When no body is recovered, he said, for the family "there is no rational ground for accepting that the death has occurred".

"People will imagine that maybe the person was involved, but has maybe lost their memory and is wandering around somewhere, or perhaps that they have gone away to think about it."

He had spoken to the grandparents of a baby who had died at sea, but whose body wasn't found. A year after the death, they still imagined the baby had been washed ashore and was being looked after by someone.

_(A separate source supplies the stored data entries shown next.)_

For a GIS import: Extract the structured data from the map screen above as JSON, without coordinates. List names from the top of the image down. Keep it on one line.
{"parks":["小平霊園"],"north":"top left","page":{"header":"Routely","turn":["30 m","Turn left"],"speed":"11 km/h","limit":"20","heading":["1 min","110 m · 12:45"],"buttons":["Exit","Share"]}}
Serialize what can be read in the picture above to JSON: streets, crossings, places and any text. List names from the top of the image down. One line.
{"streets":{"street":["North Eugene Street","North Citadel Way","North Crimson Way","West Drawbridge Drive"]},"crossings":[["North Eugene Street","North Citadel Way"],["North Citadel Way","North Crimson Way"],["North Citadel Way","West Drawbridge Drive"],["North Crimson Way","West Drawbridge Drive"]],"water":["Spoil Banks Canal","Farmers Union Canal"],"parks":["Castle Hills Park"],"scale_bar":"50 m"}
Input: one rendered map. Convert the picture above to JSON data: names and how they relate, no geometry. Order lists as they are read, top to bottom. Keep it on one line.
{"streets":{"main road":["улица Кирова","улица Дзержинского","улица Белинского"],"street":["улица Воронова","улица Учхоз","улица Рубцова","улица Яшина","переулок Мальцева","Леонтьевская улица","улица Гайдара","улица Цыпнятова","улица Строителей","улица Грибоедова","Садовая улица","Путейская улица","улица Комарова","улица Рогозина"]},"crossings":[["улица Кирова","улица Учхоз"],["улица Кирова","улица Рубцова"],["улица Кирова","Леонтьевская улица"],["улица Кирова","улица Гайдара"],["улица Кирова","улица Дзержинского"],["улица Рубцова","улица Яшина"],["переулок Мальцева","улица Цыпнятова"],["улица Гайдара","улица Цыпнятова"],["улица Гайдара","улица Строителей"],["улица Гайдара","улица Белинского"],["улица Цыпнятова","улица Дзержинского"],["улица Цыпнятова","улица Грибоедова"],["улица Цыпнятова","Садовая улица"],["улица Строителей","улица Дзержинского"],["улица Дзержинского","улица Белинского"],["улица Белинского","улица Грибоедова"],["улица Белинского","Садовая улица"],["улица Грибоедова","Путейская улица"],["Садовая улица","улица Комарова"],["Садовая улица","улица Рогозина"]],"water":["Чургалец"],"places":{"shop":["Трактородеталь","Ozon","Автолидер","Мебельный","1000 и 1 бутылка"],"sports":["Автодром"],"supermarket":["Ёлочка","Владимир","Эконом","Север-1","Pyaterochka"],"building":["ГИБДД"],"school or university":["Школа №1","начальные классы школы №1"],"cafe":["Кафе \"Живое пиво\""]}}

"It's an absolutely rational reaction, and nobody can gainsay it," he said.

It is not made any easier by the knowledge that people do simply disappear. After the Herald of Free Enterprise sank, relatives of three times as many people as were on board telephoned to see if their already-missing loved ones had gone down with the ship.

"People desperately want closure, and will go to any length to achieve it. They are desperate for knowledge."

Not about forgetting

Lorraine Sherr, a consultant clinical psychologist at the Royal Free Hospital in London, said it has been recognised for some time that grief needs a focus.

Mourning was not about forgetting, she said, it was about remembering people's lives and qualities.

"In order for that to happen, there has to be somewhere to start.

"The most difficult things to cope with after a tragedy are the feelings generated because you have survived while others have not.

"Also there has to be a realisation that life will never be the same again.

"Those emotions are easier to come to terms with if the process of grief has been properly embarked upon."